So much race. Now for eugenics. Galton had great hopes for our ability to direct evolution to our benefit, by encouraging differential fertility favoring the most capable members of society.
In conclusion I wish again to emphasise the fact that the improvement of the natural gifts of future generations of the human race is largely, though indirectly, under our control. We may not be able to originate, but we can guide. The processes of evolution are in constant and spontaneous activity, some pushing towards the bad, some towards the good. Our part is to watch for opportunities to intervene by checking the former and giving free play to the latter. We must distinguish clearly between our power in this fundamental respect and that which we also possess of ameliorating education and hygiene. It is earnestly to be hoped that inquiries will be increasingly directed into historical facts, with the view of estimating the possible effects of reasonable political action in the future, in gradually raising the present miserably low standard of the human race to one in which the Utopias in the dreamland of philanthropists may become practical possibilities.

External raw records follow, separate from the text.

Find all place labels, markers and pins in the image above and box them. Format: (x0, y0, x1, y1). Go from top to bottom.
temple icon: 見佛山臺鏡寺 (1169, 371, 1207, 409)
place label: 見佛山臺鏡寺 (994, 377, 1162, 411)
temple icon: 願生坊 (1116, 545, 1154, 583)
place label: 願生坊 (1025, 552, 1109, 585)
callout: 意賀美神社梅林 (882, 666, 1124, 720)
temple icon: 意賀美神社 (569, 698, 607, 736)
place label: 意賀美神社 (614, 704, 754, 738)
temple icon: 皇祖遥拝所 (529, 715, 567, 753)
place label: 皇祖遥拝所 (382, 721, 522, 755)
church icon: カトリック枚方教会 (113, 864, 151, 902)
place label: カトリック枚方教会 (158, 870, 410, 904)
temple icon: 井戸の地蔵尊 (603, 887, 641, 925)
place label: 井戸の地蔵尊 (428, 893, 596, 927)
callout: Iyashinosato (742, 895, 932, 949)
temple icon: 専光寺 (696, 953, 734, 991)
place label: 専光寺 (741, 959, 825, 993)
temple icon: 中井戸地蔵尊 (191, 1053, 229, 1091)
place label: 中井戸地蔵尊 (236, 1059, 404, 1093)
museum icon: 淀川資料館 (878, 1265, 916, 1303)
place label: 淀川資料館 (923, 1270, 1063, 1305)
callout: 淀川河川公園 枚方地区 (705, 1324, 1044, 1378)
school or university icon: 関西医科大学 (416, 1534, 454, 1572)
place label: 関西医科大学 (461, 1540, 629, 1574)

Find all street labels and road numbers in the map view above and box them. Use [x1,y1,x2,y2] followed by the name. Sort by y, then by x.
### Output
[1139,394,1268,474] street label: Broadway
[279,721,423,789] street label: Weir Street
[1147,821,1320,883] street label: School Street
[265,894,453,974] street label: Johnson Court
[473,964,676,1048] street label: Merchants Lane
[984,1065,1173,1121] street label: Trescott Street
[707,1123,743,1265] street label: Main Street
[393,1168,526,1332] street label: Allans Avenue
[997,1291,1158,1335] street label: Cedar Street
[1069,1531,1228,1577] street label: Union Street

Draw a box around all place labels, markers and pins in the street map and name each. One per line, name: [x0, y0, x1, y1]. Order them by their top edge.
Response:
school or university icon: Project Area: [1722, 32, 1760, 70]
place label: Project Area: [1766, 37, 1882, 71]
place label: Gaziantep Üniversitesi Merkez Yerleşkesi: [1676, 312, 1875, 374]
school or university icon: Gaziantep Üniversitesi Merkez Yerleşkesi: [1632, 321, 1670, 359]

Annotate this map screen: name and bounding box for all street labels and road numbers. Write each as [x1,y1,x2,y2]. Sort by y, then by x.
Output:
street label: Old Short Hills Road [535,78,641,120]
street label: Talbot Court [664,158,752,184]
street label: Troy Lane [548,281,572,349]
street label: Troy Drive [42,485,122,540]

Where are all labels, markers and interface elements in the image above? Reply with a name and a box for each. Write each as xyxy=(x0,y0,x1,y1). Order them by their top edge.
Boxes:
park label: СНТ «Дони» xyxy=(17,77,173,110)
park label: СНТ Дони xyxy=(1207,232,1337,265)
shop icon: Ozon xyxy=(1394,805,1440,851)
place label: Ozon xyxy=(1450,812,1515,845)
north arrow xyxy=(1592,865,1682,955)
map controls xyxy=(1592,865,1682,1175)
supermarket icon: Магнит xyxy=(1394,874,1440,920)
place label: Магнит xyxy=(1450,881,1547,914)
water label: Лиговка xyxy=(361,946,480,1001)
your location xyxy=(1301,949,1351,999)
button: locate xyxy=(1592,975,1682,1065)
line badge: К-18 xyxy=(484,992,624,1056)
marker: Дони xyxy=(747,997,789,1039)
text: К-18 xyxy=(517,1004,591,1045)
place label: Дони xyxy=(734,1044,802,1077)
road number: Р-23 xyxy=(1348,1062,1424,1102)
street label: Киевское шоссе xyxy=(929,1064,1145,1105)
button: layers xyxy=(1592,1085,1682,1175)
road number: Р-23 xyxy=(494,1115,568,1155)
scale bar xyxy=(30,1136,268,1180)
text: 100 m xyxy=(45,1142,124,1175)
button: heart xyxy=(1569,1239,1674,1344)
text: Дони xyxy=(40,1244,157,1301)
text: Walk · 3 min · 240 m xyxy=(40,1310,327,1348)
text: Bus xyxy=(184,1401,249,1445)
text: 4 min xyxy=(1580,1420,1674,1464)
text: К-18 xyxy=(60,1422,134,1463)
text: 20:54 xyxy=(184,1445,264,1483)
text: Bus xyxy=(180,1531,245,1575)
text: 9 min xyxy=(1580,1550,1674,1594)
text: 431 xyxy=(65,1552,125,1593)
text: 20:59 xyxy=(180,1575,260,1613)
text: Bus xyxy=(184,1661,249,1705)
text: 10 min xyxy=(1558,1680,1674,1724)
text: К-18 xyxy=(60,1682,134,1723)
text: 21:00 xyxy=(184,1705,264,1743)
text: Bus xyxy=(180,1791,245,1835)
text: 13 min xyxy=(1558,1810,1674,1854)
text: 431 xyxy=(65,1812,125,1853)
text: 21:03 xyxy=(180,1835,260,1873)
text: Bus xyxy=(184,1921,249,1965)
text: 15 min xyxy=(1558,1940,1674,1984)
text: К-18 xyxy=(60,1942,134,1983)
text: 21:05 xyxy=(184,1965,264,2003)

There’s almost a sort of liberalism in the utopian dreams that can accompany eugenics. At least, I’m sure conservative Christians will want to make such an argument. A more sophisticated version of the argument might admit that eugenics is neither left nor right, but still (perhaps) liable to similar criticism.
The great vision of a more capable mankind, Galton tells us, is in our grasp:
There is nothing either in the history of domestic animals or in that of evolution to make us doubt that a race of sane men may be formed who shall be as much superior mentally and morally to the modern European, as the modern European is to the lowest of the Negro races. Individual departures from this high average level in an upward direction would afford an adequate supply of a degree of ability that is exceedingly rare now, and is much wanted.
Eugenics, for Galton, is not just an opportunity. It is a positive duty:
I conclude that each generation has enormous power over the natural gifts of those that follow, and maintain that it is a duty we owe to humanity to investigate the range of that power, and to exercise it in a way that, without being unwise towards ourselves, shall be most advantageous to future inhabitants of the earth.
As usual, I need to point out that the usual arguments against “racists” are wrong. Was Galton merely a chauvinist? Given that he placed the Athenian man well above the Englishman, that seems unlikely. But perhaps he was a white supremacist, merely rationalizing colonial domination and Eurocentrism? This too seems to be wrong, as Galton thought well of Chinese ability, and even came up with a proposal to make use of it:
My proposal is to make the encouragement of the Chinese settlements at one or more suitable places on the East Coast of Africa a part of our national policy, in the belief that the Chinese immigrants would not only maintain their position, but that they would multiply and their descendants supplant the inferior Negro race. I should expect the large part of the African seaboard, now sparsely occupied by lazy, palavering savages living under the nominal sovereignty of the Zanzibar, or Portugal, might in a few years be tenanted by industrious, order loving Chinese, living either as a semi-detached dependency of China, or else in perfect freedom under their own law.